▶ **YOUR GOAL**
Please reproduce the records exactly, leaving out any pictures.

Data records
+-------+
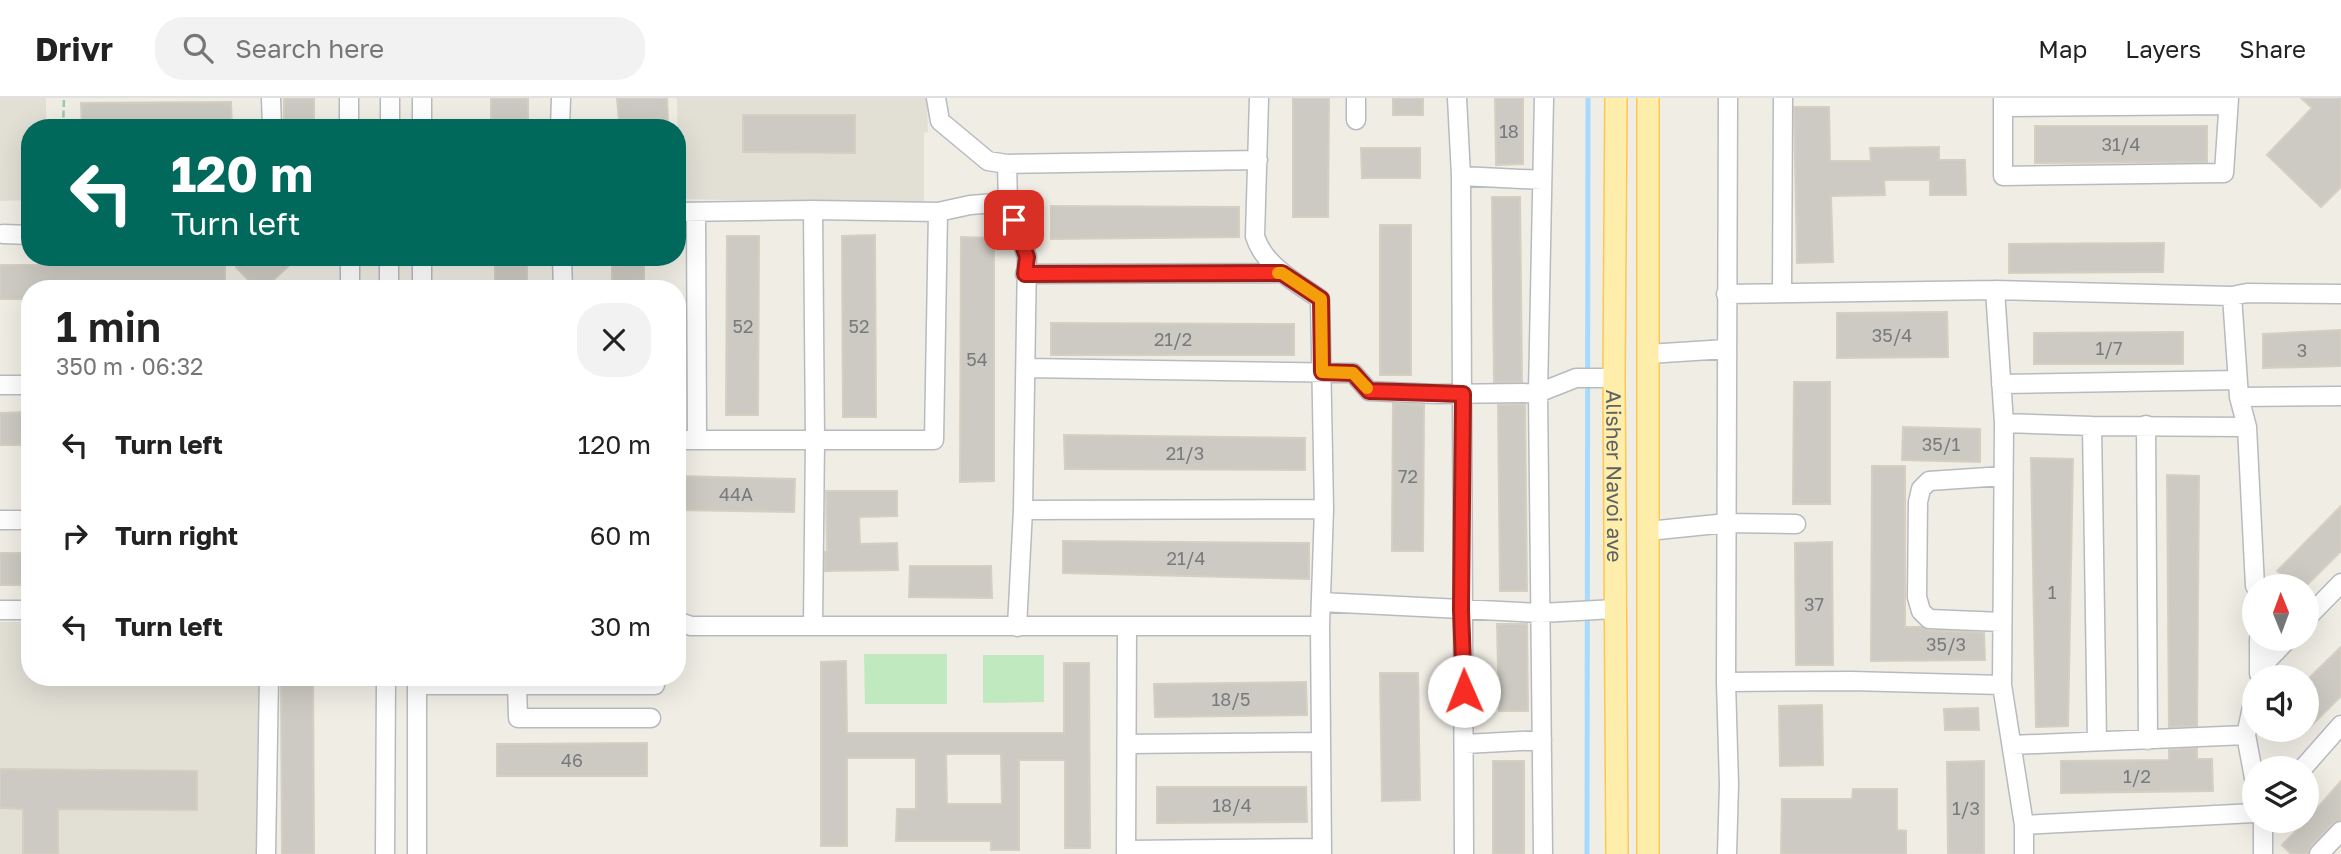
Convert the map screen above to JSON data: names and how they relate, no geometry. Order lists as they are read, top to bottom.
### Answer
{
  "streets": {
    "main road": ["Alisher Navoi ave"]
  },
  "house_numbers": [
    "18",
    "31/4",
    "52",
    "52",
    "35/4",
    "21/2",
    "1/7",
    "3",
    "54",
    "35/1",
    "21/3",
    "72",
    "44A",
    "21/4",
    "1",
    "37",
    "35/3",
    "18/5",
    "46",
    "1/2",
    "18/4",
    "1/3"
  ],
  "north": "top",
  "page": {
    "header": "Drivr",
    "search": "Search here",
    "nav": ["Map", "Layers", "Share"],
    "turn": ["120 m", "Turn left"],
    "heading": ["1 min", "350 m · 06:32"],
    "list": [
      {
        "name": "Turn left",
        "value": "120 m"
      },
      {
        "name": "Turn right",
        "value": "60 m"
      },
      {
        "name": "Turn left",
        "value": "30 m"
      }
    ]
  }
}
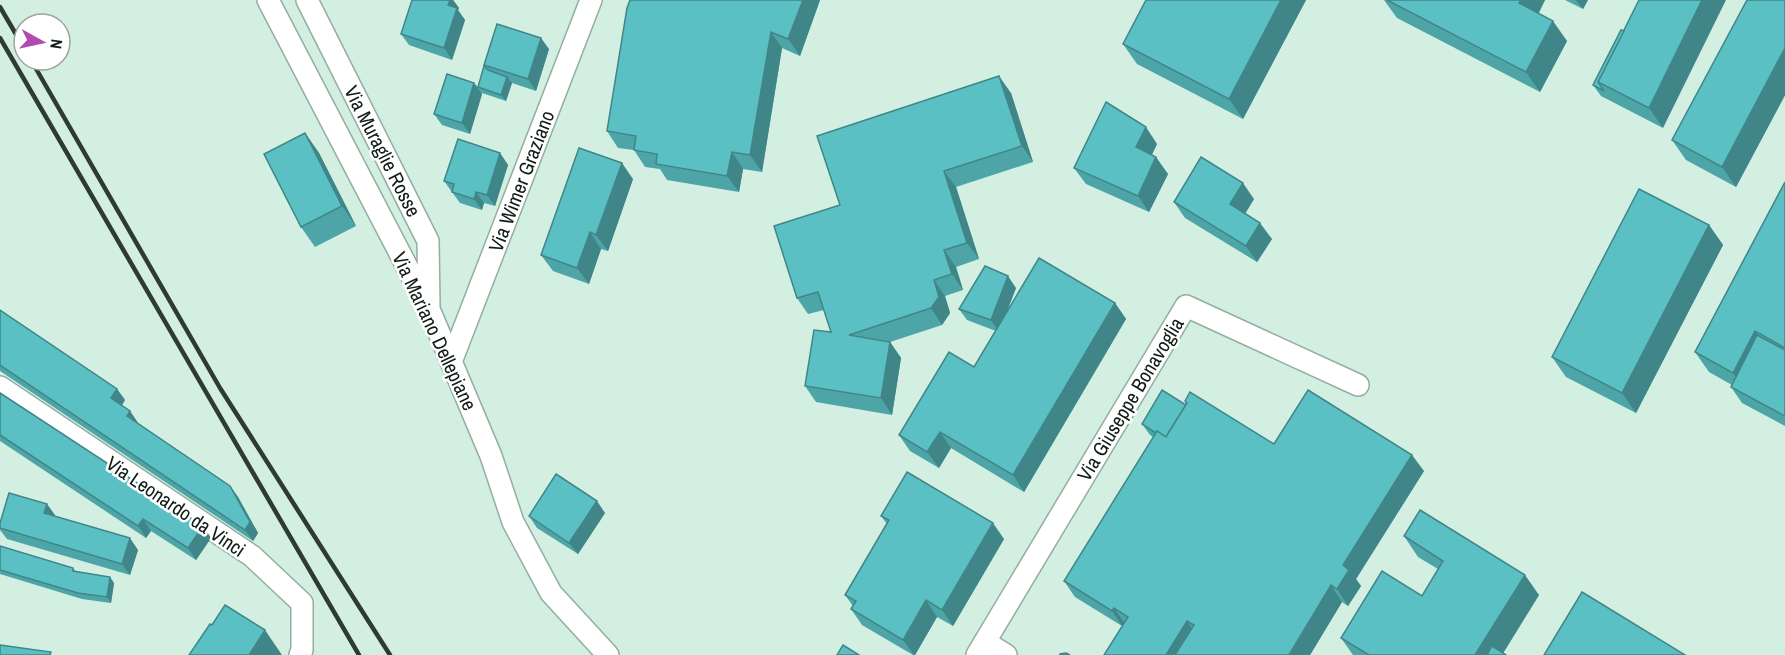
+-------+
▶ **EXERCISE OUTPUT**
Convert the map screen above to JSON data: names and how they relate, no geometry. Order lists as they are read, top to bottom.
### Answer
{
  "streets": {
    "main road": ["Alisher Navoi ave"]
  },
  "house_numbers": [
    "18",
    "31/4",
    "52",
    "52",
    "35/4",
    "21/2",
    "1/7",
    "3",
    "54",
    "35/1",
    "21/3",
    "72",
    "44A",
    "21/4",
    "1",
    "37",
    "35/3",
    "18/5",
    "46",
    "1/2",
    "18/4",
    "1/3"
  ],
  "north": "top",
  "page": {
    "header": "Drivr",
    "search": "Search here",
    "nav": ["Map", "Layers", "Share"],
    "turn": ["120 m", "Turn left"],
    "heading": ["1 min", "350 m · 06:32"],
    "list": [
      {
        "name": "Turn left",
        "value": "120 m"
      },
      {
        "name": "Turn right",
        "value": "60 m"
      },
      {
        "name": "Turn left",
        "value": "30 m"
      }
    ]
  }
}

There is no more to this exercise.